Saved data entries
● ● ● ●
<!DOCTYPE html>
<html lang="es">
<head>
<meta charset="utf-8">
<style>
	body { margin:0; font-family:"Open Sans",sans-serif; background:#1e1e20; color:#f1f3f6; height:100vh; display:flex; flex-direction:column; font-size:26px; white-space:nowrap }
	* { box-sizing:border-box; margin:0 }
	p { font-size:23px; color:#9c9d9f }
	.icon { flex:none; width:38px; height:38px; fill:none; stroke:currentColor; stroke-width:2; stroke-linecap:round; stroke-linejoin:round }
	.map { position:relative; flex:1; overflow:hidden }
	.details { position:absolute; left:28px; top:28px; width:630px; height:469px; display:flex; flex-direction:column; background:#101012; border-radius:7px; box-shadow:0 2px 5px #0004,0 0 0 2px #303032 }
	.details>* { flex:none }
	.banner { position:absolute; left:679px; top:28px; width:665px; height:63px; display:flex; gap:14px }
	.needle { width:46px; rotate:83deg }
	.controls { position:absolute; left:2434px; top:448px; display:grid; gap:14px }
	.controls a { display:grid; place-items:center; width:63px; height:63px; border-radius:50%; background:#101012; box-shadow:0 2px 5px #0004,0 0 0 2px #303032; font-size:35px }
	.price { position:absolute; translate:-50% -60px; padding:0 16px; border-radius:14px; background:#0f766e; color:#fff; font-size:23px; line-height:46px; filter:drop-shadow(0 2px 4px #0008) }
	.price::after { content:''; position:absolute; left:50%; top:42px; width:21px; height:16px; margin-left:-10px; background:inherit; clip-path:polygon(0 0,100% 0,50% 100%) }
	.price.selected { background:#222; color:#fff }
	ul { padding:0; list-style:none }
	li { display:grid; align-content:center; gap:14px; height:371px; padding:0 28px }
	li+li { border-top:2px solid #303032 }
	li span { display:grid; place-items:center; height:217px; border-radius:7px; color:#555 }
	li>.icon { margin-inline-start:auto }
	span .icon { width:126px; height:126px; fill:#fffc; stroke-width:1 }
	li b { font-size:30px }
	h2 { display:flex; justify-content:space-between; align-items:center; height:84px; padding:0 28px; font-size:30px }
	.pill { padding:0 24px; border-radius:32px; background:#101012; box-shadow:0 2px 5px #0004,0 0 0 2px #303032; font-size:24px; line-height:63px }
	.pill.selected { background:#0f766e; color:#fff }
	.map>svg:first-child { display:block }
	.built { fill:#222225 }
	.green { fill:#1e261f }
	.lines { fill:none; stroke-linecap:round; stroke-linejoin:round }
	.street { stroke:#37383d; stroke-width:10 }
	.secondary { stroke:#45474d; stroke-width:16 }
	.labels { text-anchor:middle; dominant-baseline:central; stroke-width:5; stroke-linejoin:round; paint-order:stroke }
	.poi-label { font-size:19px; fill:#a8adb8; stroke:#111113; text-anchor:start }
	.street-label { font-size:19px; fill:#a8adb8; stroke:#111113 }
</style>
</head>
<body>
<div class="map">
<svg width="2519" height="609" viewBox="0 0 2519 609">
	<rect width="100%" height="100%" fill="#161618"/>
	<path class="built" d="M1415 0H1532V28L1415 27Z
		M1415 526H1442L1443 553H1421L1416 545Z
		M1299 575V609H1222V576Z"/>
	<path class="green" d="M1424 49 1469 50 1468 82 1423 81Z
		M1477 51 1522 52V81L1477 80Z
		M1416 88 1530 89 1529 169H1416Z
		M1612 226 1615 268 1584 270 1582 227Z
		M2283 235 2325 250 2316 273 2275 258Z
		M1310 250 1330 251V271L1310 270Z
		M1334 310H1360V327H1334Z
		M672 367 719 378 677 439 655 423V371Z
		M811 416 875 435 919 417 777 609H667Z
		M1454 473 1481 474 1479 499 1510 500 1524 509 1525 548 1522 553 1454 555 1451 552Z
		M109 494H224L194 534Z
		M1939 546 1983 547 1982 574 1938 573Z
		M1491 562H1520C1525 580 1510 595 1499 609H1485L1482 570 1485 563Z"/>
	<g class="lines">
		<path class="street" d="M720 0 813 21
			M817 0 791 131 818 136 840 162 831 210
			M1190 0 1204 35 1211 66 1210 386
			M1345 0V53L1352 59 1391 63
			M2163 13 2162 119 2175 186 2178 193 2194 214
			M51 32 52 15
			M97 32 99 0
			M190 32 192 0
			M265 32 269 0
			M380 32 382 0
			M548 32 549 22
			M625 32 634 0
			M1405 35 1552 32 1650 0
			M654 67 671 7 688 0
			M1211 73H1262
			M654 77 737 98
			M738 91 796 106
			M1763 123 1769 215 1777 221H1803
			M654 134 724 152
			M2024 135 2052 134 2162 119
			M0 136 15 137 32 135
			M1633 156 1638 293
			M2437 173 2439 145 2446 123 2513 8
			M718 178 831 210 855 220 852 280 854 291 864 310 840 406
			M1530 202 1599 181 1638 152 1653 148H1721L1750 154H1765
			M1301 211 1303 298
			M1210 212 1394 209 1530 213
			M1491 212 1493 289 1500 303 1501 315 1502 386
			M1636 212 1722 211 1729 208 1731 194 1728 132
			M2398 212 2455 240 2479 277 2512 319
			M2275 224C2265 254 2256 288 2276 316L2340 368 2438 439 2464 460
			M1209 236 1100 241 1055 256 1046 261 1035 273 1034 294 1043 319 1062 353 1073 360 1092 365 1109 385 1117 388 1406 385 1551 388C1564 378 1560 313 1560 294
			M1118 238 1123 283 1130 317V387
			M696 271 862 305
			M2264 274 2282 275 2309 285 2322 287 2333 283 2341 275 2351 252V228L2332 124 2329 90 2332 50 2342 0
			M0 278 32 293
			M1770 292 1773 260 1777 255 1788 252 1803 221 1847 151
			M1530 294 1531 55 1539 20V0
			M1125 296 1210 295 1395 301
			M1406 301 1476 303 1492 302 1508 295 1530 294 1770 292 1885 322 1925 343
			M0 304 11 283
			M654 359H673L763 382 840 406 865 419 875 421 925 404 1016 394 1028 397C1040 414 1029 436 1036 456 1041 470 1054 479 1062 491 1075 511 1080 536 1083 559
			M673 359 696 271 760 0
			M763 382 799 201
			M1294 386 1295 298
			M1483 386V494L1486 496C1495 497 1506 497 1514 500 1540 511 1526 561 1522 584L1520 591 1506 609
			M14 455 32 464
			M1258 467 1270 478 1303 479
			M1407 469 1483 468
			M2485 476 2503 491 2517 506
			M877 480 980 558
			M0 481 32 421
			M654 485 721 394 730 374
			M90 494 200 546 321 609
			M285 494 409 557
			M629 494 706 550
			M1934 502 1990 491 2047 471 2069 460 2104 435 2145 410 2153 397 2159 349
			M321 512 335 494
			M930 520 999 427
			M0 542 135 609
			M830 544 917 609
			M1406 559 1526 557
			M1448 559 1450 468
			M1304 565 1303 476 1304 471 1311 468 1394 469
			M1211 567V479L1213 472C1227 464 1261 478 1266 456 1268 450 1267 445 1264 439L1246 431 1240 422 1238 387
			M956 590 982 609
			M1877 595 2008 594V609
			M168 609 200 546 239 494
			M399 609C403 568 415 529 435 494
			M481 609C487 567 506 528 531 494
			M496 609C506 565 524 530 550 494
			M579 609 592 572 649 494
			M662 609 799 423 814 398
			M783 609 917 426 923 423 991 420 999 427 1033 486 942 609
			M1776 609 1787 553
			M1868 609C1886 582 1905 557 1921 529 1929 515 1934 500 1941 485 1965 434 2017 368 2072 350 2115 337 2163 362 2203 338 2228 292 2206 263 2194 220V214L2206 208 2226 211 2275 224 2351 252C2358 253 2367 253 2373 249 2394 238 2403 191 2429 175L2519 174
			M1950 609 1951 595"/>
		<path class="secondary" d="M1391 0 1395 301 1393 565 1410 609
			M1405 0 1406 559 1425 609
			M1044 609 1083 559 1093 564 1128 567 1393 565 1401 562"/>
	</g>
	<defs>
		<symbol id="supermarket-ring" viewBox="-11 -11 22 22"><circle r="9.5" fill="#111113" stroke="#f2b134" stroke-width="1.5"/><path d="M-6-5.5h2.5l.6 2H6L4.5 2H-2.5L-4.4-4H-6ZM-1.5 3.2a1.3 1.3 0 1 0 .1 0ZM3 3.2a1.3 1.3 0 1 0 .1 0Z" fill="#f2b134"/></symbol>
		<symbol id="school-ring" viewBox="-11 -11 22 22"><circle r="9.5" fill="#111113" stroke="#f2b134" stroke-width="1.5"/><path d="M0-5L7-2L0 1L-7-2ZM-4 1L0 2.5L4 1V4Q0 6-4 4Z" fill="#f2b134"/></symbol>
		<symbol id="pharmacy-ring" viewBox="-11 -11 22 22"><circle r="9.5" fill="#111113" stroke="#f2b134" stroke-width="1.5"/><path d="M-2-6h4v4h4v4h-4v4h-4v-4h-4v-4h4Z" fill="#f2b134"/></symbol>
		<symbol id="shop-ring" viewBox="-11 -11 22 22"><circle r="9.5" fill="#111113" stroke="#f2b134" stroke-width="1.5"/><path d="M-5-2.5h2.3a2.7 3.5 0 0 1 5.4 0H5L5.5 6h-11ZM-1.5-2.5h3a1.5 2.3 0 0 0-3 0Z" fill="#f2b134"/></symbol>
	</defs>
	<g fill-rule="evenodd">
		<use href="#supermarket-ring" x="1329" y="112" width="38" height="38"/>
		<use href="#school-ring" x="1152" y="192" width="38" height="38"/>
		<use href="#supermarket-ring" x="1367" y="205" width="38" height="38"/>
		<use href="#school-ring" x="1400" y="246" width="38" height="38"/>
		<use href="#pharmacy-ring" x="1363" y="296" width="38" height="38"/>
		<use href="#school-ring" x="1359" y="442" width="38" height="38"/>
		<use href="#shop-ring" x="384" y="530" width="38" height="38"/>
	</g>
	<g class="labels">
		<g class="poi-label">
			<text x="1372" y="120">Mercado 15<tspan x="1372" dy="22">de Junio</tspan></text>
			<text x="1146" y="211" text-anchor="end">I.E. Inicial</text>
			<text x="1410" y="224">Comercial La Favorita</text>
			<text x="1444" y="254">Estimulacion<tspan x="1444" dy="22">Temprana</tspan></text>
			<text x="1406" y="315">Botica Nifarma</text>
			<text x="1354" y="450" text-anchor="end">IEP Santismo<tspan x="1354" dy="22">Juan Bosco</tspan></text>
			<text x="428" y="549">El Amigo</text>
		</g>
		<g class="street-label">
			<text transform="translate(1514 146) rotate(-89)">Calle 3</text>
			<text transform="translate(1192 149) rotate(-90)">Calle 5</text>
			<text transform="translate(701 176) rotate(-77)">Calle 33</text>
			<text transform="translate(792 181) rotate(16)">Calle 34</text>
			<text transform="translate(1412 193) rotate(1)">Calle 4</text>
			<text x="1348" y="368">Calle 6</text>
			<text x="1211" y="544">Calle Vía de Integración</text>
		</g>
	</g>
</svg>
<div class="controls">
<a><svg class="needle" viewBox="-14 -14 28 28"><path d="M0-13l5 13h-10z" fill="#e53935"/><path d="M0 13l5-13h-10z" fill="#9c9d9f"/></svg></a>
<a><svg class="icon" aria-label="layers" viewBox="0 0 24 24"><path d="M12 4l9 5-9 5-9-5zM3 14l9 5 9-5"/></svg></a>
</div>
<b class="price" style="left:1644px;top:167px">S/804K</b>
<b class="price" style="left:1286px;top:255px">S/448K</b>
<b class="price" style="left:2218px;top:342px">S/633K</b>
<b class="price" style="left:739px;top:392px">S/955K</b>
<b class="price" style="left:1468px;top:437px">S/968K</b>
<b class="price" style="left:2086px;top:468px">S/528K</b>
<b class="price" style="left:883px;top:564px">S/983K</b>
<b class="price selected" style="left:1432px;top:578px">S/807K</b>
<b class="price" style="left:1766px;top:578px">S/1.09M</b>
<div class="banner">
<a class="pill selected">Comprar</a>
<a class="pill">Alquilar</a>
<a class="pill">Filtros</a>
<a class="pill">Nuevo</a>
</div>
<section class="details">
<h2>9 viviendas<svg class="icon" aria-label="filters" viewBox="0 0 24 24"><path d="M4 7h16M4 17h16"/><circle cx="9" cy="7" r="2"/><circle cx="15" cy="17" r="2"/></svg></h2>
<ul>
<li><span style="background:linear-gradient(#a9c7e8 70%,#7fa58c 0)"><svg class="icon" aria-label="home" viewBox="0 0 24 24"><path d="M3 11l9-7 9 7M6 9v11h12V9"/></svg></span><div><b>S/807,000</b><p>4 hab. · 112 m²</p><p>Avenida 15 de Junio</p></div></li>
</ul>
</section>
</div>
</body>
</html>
● ● ● ●
* About this exercise *
With the string "street" as the key, filter the data above and show the lines that match.

* Worked solution *
	.street { stroke:#37383d; stroke-width:10 }
	.street-label { font-size:19px; fill:#a8adb8; stroke:#111113 }
		<path class="street" d="M720 0 813 21
		<g class="street-label">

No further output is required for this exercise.